It would be considered processed food, but not "ultra processed food". I've seen some people review to items like this as "minimally" processed food. Just like the tomatoes I canned yesterday out of my garden. Processed, but minimally so. It's still healthy food.
 
I believe that a chicken fed an appropriately diverse, balanced diet of whole, real foods will be healthier than a chicken raised on commercial, processed food. I've read your article, and I think the way you feed your chickens is awesome.

The trouble is, that doing so is difficult and expensive for many, particularly those that do not have access to safe, nutritionally suitable free range. Even for those, like myself, who try to thoughtfully supplement a portion of my flocks' diet with real food, commercial feed is close to a necessity.
This is an important point that didn't get addressed while the focus was on feed, so I come back to it.

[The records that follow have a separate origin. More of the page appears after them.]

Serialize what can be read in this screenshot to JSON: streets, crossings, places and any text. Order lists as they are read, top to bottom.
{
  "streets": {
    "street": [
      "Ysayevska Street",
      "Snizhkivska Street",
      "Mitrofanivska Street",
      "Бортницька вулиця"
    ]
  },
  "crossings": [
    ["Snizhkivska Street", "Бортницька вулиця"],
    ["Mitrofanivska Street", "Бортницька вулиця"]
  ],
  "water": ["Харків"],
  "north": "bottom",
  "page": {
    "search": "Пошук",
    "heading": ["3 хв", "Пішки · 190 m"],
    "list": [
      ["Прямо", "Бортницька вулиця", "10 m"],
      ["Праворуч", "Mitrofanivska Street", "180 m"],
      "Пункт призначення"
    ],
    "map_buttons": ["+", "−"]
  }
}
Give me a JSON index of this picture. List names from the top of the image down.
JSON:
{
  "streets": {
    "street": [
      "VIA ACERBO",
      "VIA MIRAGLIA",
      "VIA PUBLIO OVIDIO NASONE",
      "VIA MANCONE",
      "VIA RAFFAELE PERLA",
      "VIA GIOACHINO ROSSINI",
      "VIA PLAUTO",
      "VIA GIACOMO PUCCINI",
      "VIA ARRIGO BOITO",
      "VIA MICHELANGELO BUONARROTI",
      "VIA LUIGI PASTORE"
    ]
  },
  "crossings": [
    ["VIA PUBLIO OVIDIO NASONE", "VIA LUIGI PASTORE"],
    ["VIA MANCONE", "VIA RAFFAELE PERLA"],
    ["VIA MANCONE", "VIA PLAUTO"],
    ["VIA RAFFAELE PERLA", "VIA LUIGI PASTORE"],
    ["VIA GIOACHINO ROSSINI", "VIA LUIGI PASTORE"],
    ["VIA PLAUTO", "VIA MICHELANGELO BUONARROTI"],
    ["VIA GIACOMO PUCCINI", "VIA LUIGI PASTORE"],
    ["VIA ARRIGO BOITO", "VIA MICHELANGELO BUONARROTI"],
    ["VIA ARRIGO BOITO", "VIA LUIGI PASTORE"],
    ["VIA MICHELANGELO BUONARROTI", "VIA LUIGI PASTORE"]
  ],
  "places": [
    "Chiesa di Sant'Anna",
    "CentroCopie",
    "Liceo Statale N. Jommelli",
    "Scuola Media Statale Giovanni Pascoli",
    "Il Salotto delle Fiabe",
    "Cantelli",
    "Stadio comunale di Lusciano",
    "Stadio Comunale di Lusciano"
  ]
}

I appreciate that the environments in which readers of BYC are trying to raise their chickens are very varied, and differ greatly in opportunities for forage from the flora, fauna and funga that will grow in it. But if there are wild birds living in it, especially anything chicken-like such as from the pheasant family, then it is already nutritionally suitable, it just needs to be left to grow on its own, and not poisoned with herbicides and pesticides and whatnot. And that is actually a lot cheaper than keeping it 'neat and tidy'.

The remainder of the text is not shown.